The US relied on its right to self-defence (Article 51 of the UN Charter)
as a warrant for bombing, initially (and justifiably) to destroy the
terrorist training camps. But self-defence is a primitive doctrine,
severely limited by its basis in a necessity which is "instant and
overwhelming": it cannot sensibly be asserted that invading Afghanistan is
necessary, in this sense, to protect America.
There is one principle of international law which would provide a
legitimate objective for the incursion on state sovereignty. It is the
human rights rule that requires international action to prevent and punish
"crimes against humanity". The September 11 atrocities, like the US Embassy
bombings in Kenya and Tanzania in 1998, precisely fit the definition, which
covers not only genocide and torture but "multiple acts of murder committed
as part of a systematic attack against a civilian population".
There can be no doubt that Osama bin Laden has consistently incited the
murder of Americans and has confessed to involvement in the 1998 bombings.
More importantly, he has been exposed not merely as a peripatetic gang
leader, but as a state actor: a crucial ally and agent of the Government of
Afghanistan. Thus the Taleban leaders should be similarly accused of aiding
and abetting his preparations for a genocidal jihad against Americans (and
anyone else who happens to get in the way).

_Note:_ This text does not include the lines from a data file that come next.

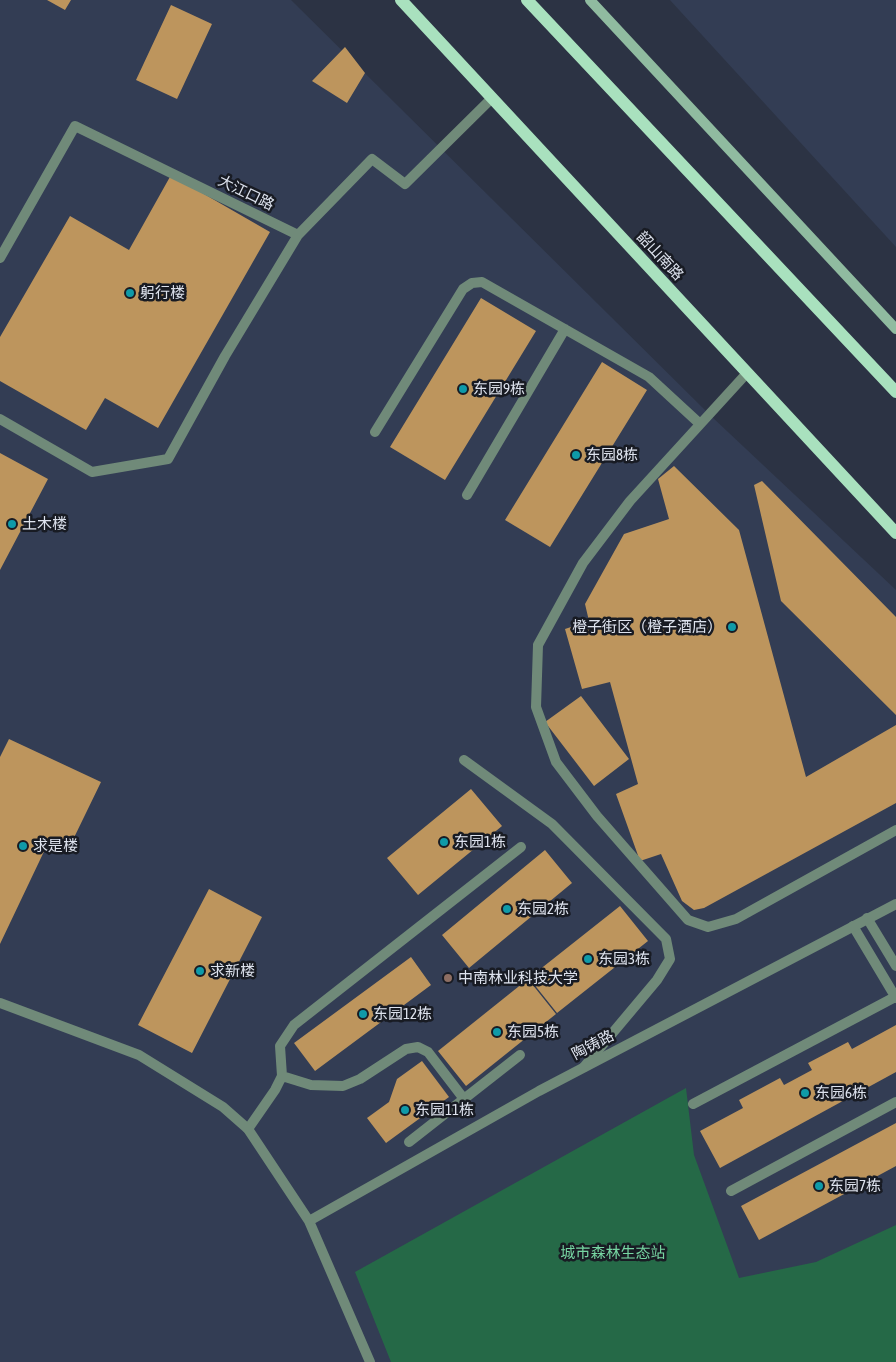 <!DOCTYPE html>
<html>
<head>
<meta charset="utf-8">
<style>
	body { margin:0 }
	canvas { display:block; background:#2c3344 }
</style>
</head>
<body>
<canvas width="896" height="1362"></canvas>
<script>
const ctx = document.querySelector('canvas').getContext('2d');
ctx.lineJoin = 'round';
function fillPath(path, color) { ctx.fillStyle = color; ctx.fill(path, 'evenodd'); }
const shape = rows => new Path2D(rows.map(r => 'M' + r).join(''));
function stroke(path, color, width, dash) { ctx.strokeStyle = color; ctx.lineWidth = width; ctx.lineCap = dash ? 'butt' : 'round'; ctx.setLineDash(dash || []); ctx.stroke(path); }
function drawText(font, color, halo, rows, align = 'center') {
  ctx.font = font + ' "Asap Condensed","Noto Sans SC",sans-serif'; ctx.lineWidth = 5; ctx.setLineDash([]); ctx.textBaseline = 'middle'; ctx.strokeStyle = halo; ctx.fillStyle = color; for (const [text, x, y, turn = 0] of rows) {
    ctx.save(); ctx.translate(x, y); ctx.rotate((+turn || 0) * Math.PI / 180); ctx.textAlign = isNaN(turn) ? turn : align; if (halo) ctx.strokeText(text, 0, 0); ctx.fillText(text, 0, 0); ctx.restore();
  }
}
fillPath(shape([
	[0,0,291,0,712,417,896,590,896,1362,0,1362],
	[670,0,896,0,896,247]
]), '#333d54');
fillPath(shape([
	[686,1088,694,1155,739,1278,816,1262,896,1225,896,1362,391,1362,355,1272]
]), '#256947');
fillPath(shape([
	[47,0,71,0,65,10],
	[171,5,212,24,177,99,136,80],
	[345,47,365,73,347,103,312,81],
	[171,175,270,232,158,428,105,398,86,430,0,381,0,337,70,216,129,250],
	[481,298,536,331,445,480,390,447],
	[602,362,647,390,550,547,505,520],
	[0,453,48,479,0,570],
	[674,466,739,530,806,777,896,725,896,803,704,908,694,910,682,901,661,854,640,861,616,794,638,784,610,682,582,689,565,629,589,621,585,604,624,534,669,519,658,479],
	[762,481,896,617,896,715,781,601,754,485],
	[581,696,629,759,594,786,545,722],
	[9,739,101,782,68,850,49,841,0,944,0,757],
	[471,789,502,826,418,895,387,858],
	[545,850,572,883,469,968,442,935],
	[209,889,262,917,192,1053,138,1025],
	[620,906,648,941,557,1013,529,978],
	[411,957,431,985,315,1071,294,1043],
	[528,979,556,1014,466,1086,438,1051],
	[896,1025,896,1072,720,1168,700,1131,743,1108,739,1100,780,1078,784,1085,812,1070,808,1063,848,1042,852,1049],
	[422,1061,449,1097,386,1143,367,1118,389,1102,397,1079],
	[896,1123,896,1166,759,1240,741,1206]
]), '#bd955d');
stroke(shape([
	[747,373,630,501,583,563,538,645,536,707,556,762,597,816,688,920,708,927,736,919,896,830],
	[375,432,463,289,472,283,482,282,649,377,700,424],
	[467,495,565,329],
	[464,760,552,824,666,939,670,959,657,980,584,1067],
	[867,918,896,966],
	[853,926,896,998],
	[282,1076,311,1085,343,1086,360,1079,406,1049,418,1047,428,1052,464,1099],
	[693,1104,895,997],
	[248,1129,275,1090,282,1076,280,1046,294,1025,521,847],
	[409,1142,520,1055],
	[731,1191,896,1102]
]), '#708a79', 10);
stroke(shape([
	[0,258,75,126,298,235,372,159,405,184,492,98],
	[0,419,92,472,168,459,225,356,298,235],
	[0,1003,139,1055,223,1107,248,1129,309,1221,370,1362],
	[309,1221,539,1091,896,904]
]), '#708a79', 10);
stroke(shape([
	[590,0,896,329]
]), '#90bba0', 10);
stroke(shape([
	[401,0,896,533],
	[527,0,896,392]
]), '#a9e1be', 12);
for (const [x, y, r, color] of [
	[130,293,5,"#0f9aa8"],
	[463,389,5,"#0f9aa8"],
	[576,455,5,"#0f9aa8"],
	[12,524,5,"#0f9aa8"],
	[732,627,5,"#0f9aa8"],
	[444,842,5,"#0f9aa8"],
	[23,846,5,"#0f9aa8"],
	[507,909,5,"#0f9aa8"],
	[588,959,5,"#0f9aa8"],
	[200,971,5,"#0f9aa8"],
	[448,978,5,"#8d6e63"],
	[363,1014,5,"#0f9aa8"],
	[497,1032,5,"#0f9aa8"],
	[805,1093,5,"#0f9aa8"],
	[405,1110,5,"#0f9aa8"],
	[819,1186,5,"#0f9aa8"]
]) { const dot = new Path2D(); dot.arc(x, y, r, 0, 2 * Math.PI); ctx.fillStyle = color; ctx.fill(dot); stroke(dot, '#181b23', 2); }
drawText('15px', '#dee3ee', '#181b23', [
	["大江口路",246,193,26],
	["韶山南路",660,256,47],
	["陶铸路",593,1045,-28]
]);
drawText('15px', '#dee3ee', '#181b23', [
	["躬行楼",140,293],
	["东园9栋",473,389],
	["东园8栋",586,455],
	["土木楼",22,524],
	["橙子街区（橙子酒店）",722,627,"right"],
	["东园1栋",454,842],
	["求是楼",33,846],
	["东园2栋",517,909],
	["东园3栋",598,959],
	["求新楼",210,971],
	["中南林业科技大学",458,978],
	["东园12栋",373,1014],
	["东园5栋",507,1032],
	["东园6栋",815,1093],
	["东园11栋",415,1110],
	["东园7栋",829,1186]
], 'left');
drawText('15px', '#76d5a2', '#181b23', [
	["城市森林生态站",613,1253]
]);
</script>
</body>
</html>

These charges are as grave, and as well substantiated, as those against
Slobodan Milosevic and the evidence against the Taleban similarly demands
to be answered at a trial. Whether, when it is fleshed out and forensically
tested, it would create a certainty of guilt must be a matter for a court.
But which court?
The only "trial" conceivably on offer is before a US jury, with death by
lethal injection as the sentence upon conviction. However, the only
authority which can pronounce a verdict that will be widely accepted beyond
the US is not "12 angry men" in New York, but a panel of distinguished
jurists, some from Muslim countries, at an international criminal court.
There is just such a court in the planning stages, with its statute so far
ratified by 43 countries (including Britain, France and Russia). It will
come into existence when 60 nations ratify it -on present indications,
sometime next year.
The UN Security Council can be asked (it will certainly comply, if the
request comes from the United States) to establish an "ad hoc" tribunal
(like that for the former Yugoslavia and Rwanda) to judge those accused of
complicity in the crimes of September 11, or to bring the International
Criminal Court into being immediately, with a retrospective mandate to try
these charges first in its docket.
But justice, as others understand that word, is not America's objective.

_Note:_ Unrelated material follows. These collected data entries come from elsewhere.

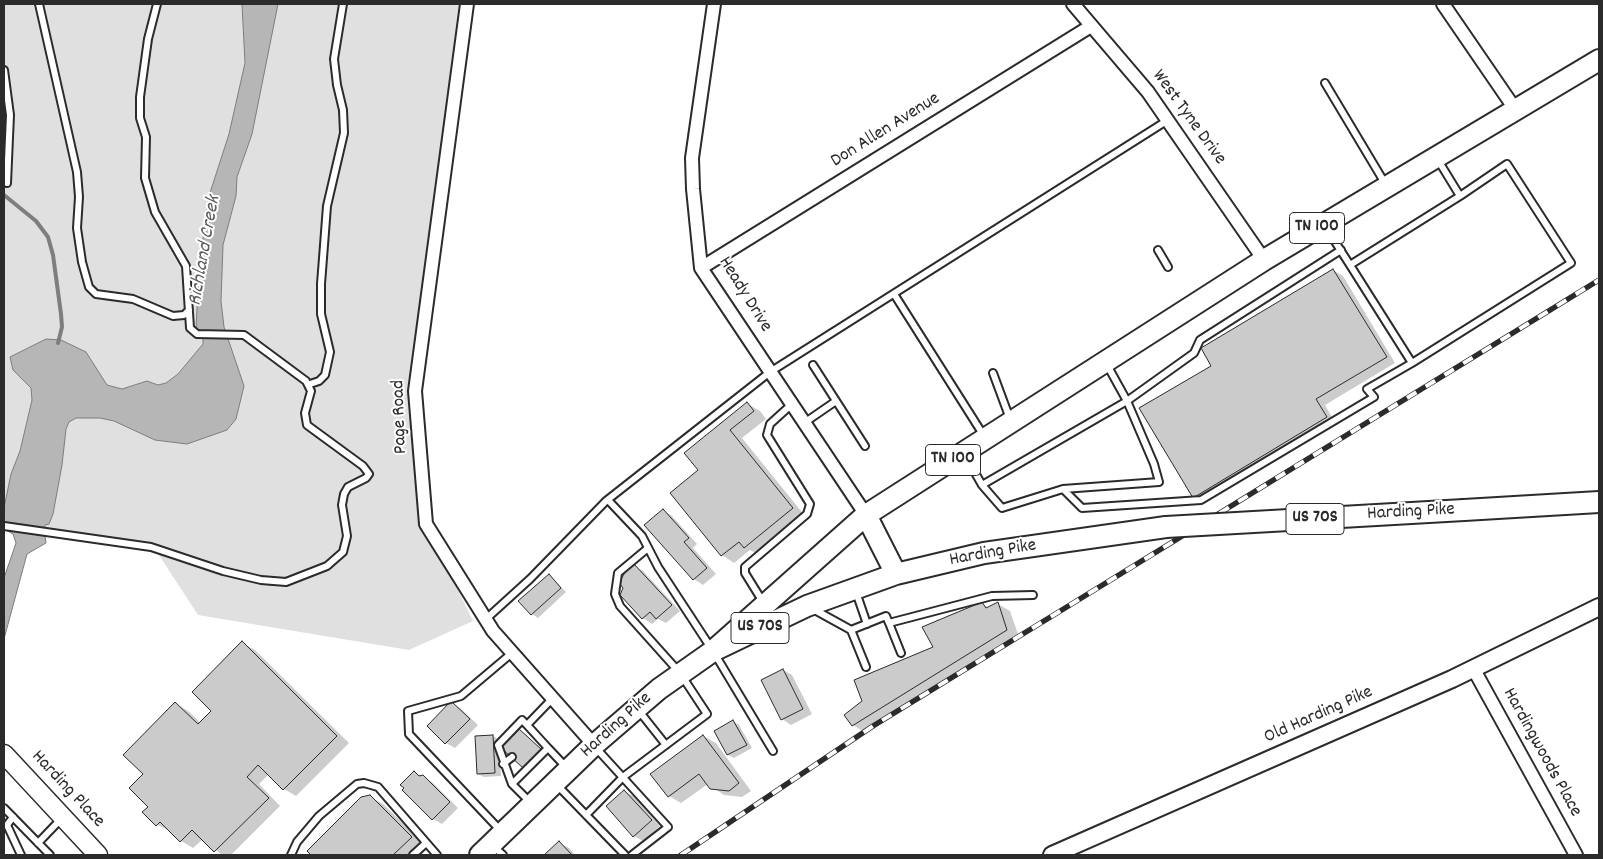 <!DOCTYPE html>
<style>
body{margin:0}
#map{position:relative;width:1603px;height:859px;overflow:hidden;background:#fff;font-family:Dekko,sans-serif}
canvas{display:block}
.frame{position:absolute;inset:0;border:5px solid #2b2b2b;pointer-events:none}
</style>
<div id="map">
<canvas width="1603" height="859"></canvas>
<div class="frame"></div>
</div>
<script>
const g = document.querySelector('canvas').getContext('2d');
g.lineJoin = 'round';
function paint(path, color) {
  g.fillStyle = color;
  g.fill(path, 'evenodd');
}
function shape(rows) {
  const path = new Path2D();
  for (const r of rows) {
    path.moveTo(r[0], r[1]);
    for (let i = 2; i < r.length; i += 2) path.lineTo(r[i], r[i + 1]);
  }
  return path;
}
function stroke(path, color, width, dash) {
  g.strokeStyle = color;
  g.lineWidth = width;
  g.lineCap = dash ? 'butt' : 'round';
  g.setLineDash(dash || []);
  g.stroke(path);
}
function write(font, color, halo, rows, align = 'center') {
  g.font = font + ' Dekko,sans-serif';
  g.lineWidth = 4;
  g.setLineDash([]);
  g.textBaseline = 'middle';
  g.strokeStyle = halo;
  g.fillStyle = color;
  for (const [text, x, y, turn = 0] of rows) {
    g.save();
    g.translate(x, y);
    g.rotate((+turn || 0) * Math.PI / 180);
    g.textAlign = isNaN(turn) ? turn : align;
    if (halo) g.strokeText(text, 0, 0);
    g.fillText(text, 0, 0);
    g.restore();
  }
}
const green = shape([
 [4,4,467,4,415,391,426,524,473,621,409,650,198,615,155,549,4,528]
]);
const water = shape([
 [242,4,278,4,252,134,237,177,236,196,223,245,221,301,224,327,244,386,236,419,227,430,187,444,155,440,114,421,100,418,76,418,69,422,66,429,62,465,53,514,49,524,45,525,44,529,46,543,27,554,4,639,4,578,16,543,13,534,4,529,4,508,11,474,20,451,32,400,31,388,13,370,10,357,46,339,61,340,86,352,107,385,122,389,147,381,158,385,166,383,178,374,203,344,203,331,196,329,199,267,209,196,229,134,245,63,242,4]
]);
const shadow = shape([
 [1333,270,1343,276,1395,363,1325,405,1335,423,1203,502,1193,497],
 [748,404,760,411,766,419,742,438,805,516,757,554,750,550,734,563,722,555,700,471],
 [663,510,672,516,697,544,693,548,716,574,703,585,694,579,646,526],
 [634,566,643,571,680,611,666,623,658,619,652,624,643,618,621,594],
 [549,575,566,592,538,618,532,614],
 [982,604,989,608,998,604,1010,611,1019,637,866,733,853,725,846,715,935,648],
 [242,643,255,650,349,743,296,796,284,789,269,774,259,784,280,806,231,855,222,855,203,839,193,848,181,841,171,831,157,825,150,807,145,774,176,704,188,711,201,723,213,711],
 [783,670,792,675,812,714,791,725,782,719],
 [451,703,460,708,478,725,455,748,446,743,429,726],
 [733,721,739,725,752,748,734,758,728,755,715,731],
 [521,731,543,751,527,768,502,747],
 [493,736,499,740,501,776,484,777,478,774],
 [703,736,716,743,751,791,742,797,724,795,708,784,681,803,669,796],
 [414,772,432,782,458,808,442,824,433,819],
 [624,791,633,796,660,826,643,841,634,836],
 [370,797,383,804,424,844,413,855,313,855,309,851],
 [559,843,569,848,575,855,545,855]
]);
const stream = shape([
 [4,195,36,221,48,237,53,255,61,314,62,327,58,343]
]);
const building = shape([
 [1333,269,1387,357,1316,399,1327,417,1193,498,1139,408,1211,366,1201,348,1333,269],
 [747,402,754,411,730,430,793,508,744,548,739,542,721,556,670,493,698,470,684,453,747,402],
 [663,509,689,538,684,542,707,568,693,580,644,525,663,509],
 [634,564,672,605,656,619,650,612,642,619,620,595,623,588,619,583,624,574,634,564],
 [549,574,561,588,531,615,518,601,549,574],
 [982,602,986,608,998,602,1007,630,852,726,844,715,862,701,854,680,933,647,922,627,982,602],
 [242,641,337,736,283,790,258,765,247,777,269,798,214,852,192,830,180,842,160,822,156,826,142,812,148,807,129,788,143,774,123,755,175,702,198,724,211,711,192,692,242,641],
 [783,669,803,709,781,720,761,680,783,669],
 [451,701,470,719,445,744,427,726,451,701],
 [733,720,747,745,727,755,714,731,733,720],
 [518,728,541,749,523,768,500,747,518,728],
 [493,735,495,773,477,774,475,736,493,735],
 [703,735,739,783,729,791,710,789,699,774,668,797,650,774,703,735],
 [414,771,419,776,423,775,450,802,432,820,402,790,404,788,400,785,414,771],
 [624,790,652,820,633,837,606,806,624,790],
 [370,795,412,837,393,855,311,855,307,851,361,797,370,795],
 [559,841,572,855,544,855,559,841]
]);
const service = shape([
 [39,4,77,172,79,197,77,228,82,262,89,287,96,294,133,299,173,316,184,315,189,310],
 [4,70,10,115,7,183],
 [1325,83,1386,185],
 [1438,160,1460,196,1507,164,1571,263,1412,363,1350,265,1460,196],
 [1325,226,1350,265],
 [1158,250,1168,267],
 [1341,250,1200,340,1194,353,1127,401,1154,464,1159,482,1063,489,1082,508,1201,500,1374,397,1367,389,1412,363],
 [894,294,984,436],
 [813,365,865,446],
 [993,373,1010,419],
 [310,384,319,381,325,375,330,352,321,314,321,284,327,206,344,133,343,110,337,85,334,59,343,4],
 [804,423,836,401],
 [965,455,982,485,1127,401,1106,363],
 [982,485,1002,508,1063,489],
 [608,500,642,536,658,567,713,651,773,751],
 [4,526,151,547,223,571,261,580,286,582,327,566,343,552,347,536,342,505,344,494,348,487,366,478,369,474,363,466,307,425,305,413,311,391,306,381,244,335,197,334,190,328,186,266,155,212,145,178,146,137,140,118,140,97,148,39,157,4],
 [856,592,867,624],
 [763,602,745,573,745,567,807,514,810,504,767,435,770,424,792,404],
 [813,609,851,630],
 [486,619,530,579,606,501,770,372,1168,120],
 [889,623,901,653],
 [866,667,851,630,886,616,889,623,992,596,1033,595],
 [639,711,666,745],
 [548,748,566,767],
 [596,748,668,827,632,855],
 [503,764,512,757],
 [512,784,548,748,527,725],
 [556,784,625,855],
 [531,803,512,784,498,745,522,720,527,725,552,699],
 [4,808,50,855],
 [586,815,623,777,707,714,680,673,620,606,615,594,618,573,648,548],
 [13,817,7,825,21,855],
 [501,831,409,734,408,711,461,696,512,653],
 [38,843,62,818],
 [493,846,503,855],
 [291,855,297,842,319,816,357,784,364,783,378,787,437,855],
 [413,855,426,843]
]);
const minor = shape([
 [467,4,415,391,426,524,493,631,594,745],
 [714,4,692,158,693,189,701,268,866,515],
 [1073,4,1148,92,1264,260],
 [1443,4,1515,109],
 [701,268,1091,26],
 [1473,668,1576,855]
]);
const tertiary = shape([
 [1052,855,1452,679,1599,607]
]);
const secondary = shape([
 [4,754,98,855]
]);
const primary = shape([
 [1464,510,1599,502],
 [866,515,896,574],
 [713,651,866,515,1264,260,1599,60],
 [480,855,594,745,659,689,713,651,807,606,896,574,984,553,1166,527]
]);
const rail = shape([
 [681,855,873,726,1599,280]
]);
const primaryBridge = shape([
 [1166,527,1464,510]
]);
const shields = [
 [1317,228,55],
 [953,460,55],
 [1315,519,58],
 [760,628,58]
];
const shieldNames = [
 ["TN 100",1317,228],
 ["TN 100",953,460],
 ["US 70S",1315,519],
 ["US 70S",760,628]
];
const streetNames = [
 ["West Tyne Drive",1188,118,54],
 ["Don Allen Avenue",886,131,-32],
 ["Heady Drive",744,295,58],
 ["Page Road",401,417,-92],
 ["Harding Pike",1411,513,-3],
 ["Harding Pike",993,554,-10],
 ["Old Harding Pike",1319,716,-24],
 ["Harding Pike",617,726,-42],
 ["Hardingwoods Place",1541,753,61],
 ["Harding Place",67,790,47]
];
const waterNames = [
 ["Richland Creek",206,251,-80]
];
paint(green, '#e0e0e0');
paint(water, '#b6b6b6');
stroke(water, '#7e7e7e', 1);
paint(shadow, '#0003');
stroke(stream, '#7e7e7e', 4);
paint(building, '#cbcbcb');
stroke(building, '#2b2b2b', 1);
stroke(service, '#2b2b2b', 10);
stroke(minor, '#2b2b2b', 16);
stroke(tertiary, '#2b2b2b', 20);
stroke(secondary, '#2b2b2b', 21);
stroke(primary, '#2b2b2b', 24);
stroke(service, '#fff', 6);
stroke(minor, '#fff', 12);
stroke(tertiary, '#fff', 16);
stroke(secondary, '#fff', 18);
stroke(primary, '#fff', 20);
stroke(rail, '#2b2b2b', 5.5);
stroke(rail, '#fff', 4, [11]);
stroke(primaryBridge, '#2b2b2b', 24, []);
stroke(primaryBridge, '#fff', 20);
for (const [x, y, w] of shields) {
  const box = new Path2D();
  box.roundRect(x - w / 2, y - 15.5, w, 31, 4);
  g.fillStyle = '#fff';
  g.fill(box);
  stroke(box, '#2b2b2b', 1);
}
write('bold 18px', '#2b2b2b', null, shieldNames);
write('19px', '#2b2b2b', '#fff', streetNames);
write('italic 20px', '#5c5c5c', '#fff', waterNames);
</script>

Its leaders talk of "justice" when what is really meant is summary
execution: bin Laden's head is wanted "on a plate" and there is deep regret
at the missed opportunity to wipe out Mullah Omar by a rocket attack as his
car sped from Kabul. Quite apart from the short-sightedness of the CIA's
assassination plans, which will only create martyrs and lose the
intelligence benefits of interrogation, the murder of enemy leaders cannot
be a legitimate objective of any modern war. It was, admittedly,
Churchill's preferred fate for top Nazis, but Truman insisted on their
trial at Nuremberg because "undiscriminating executions or punishments
without definite findings of guilt, fairly arrived at, would not sit easily
on the American conscience or be remembered by our children with pride".
Tony Blair should remind the US President of those words when they meet
today. This will not be the last occasion on which the international
community, with Security Council backing, determines to overthrow a
sovereign government. But no such war can be accounted "just" unless those
who wage it are prepared to make good the justice of their cause not only
on the battlefield, but subsequently in a fair and impartial courtroom.
Geoffrey Robertson, QC, is the author of "Crimes Against Humanity -The
Struggle For Global Justice", published by Penguin.